TASK DETAILS: Where a line of the data below has the string "Ahorro", copy that line.

* * *

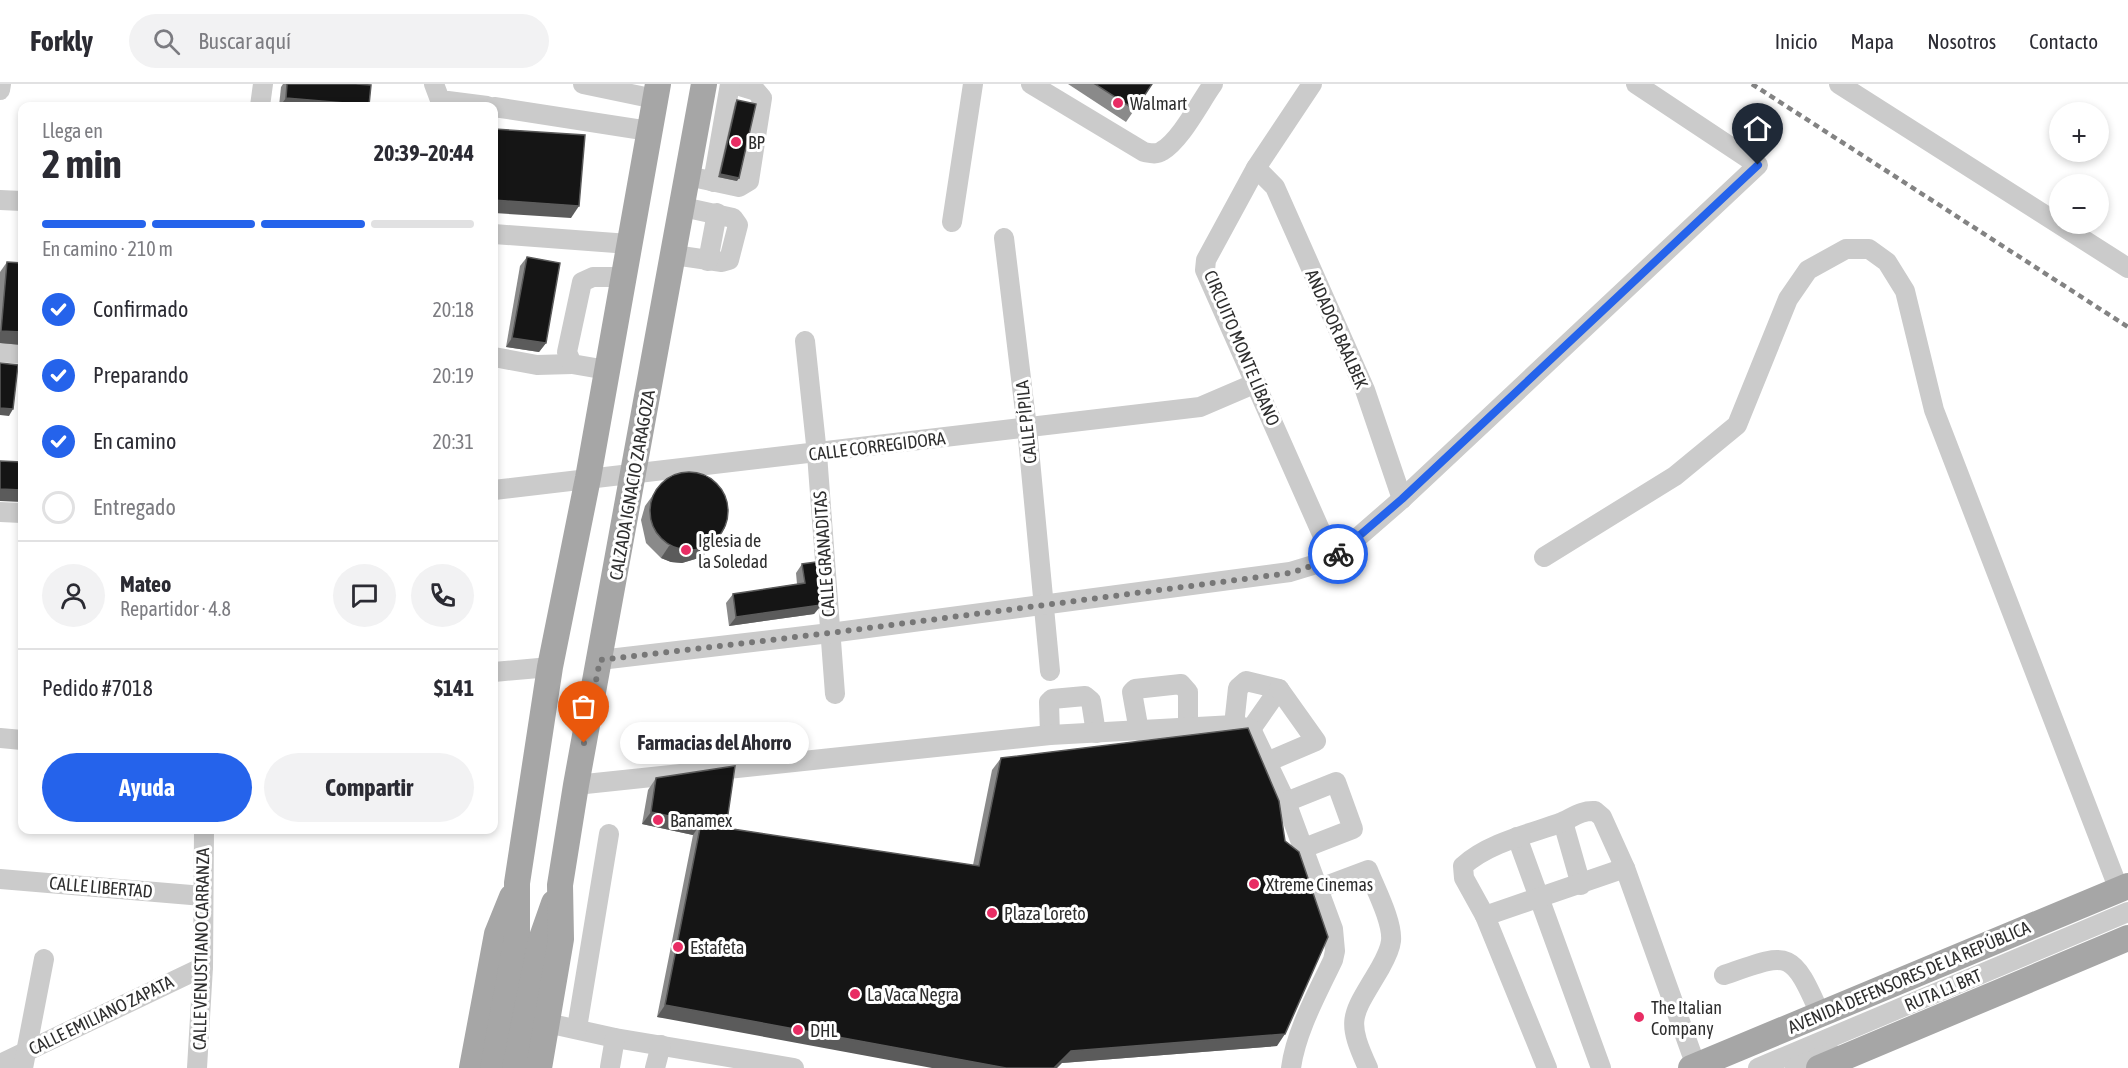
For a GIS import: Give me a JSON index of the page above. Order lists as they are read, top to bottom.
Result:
{
  "streets": {
    "main road": ["CALZADA IGNACIO ZARAGOZA", "AVENIDA DEFENSORES DE LA REPÚBLICA"],
    "street": [
      "ANDADOR BAALBEK",
      "CIRCUITO MONTE LÍBANO",
      "CALLE PÍPILA",
      "CALLE CORREGIDORA",
      "CALLE GRANADITAS",
      "CALLE LIBERTAD",
      "CALLE VENUSTIANO CARRANZA",
      "RUTA L1 BRT",
      "CALLE EMILIANO ZAPATA"
    ]
  },
  "crossings": [
    ["ANDADOR BAALBEK", "CIRCUITO MONTE LÍBANO"],
    ["CIRCUITO MONTE LÍBANO", "CALLE CORREGIDORA"],
    ["CALLE PÍPILA", "CALLE CORREGIDORA"],
    ["CALLE CORREGIDORA", "CALZADA IGNACIO ZARAGOZA"],
    ["CALLE CORREGIDORA", "CALLE GRANADITAS"],
    ["CALLE LIBERTAD", "CALLE VENUSTIANO CARRANZA"],
    ["CALLE VENUSTIANO CARRANZA", "CALLE EMILIANO ZAPATA"],
    ["AVENIDA DEFENSORES DE LA REPÚBLICA", "RUTA L1 BRT"]
  ],
  "places": [
    "Walmart",
    "BP",
    "Iglesia de la Soledad",
    "Farmacias del Ahorro",
    "Banamex",
    "Xtreme Cinemas",
    "Plaza Loreto",
    "Estafeta",
    "La Vaca Negra",
    "The Italian Company",
    "DHL"
  ],
  "page": {
    "header": "Forkly",
    "search": "Buscar aquí",
    "nav": [
      "Inicio",
      "Mapa",
      "Nosotros",
      "Contacto"
    ],
    "map_buttons": ["+", "−"],
    "heading": ["2 min", "Llega en", "20:39–20:44"],
    "panel": [
      "Mateo",
      "Repartidor · 4.8",
      "Pedido #7018",
      "$141"
    ],
    "bar": "En camino · 210 m",
    "list": [
      ["Confirmado", "20:18"],
      ["Preparando", "20:19"],
      ["En camino", "20:31"],
      "Entregado"
    ],
    "bubble": "Farmacias del Ahorro",
    "buttons": ["Ayuda", "Compartir"]
  }
}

* * *

EXPECTED ANSWER:
    "Farmacias del Ahorro",
    "bubble": "Farmacias del Ahorro",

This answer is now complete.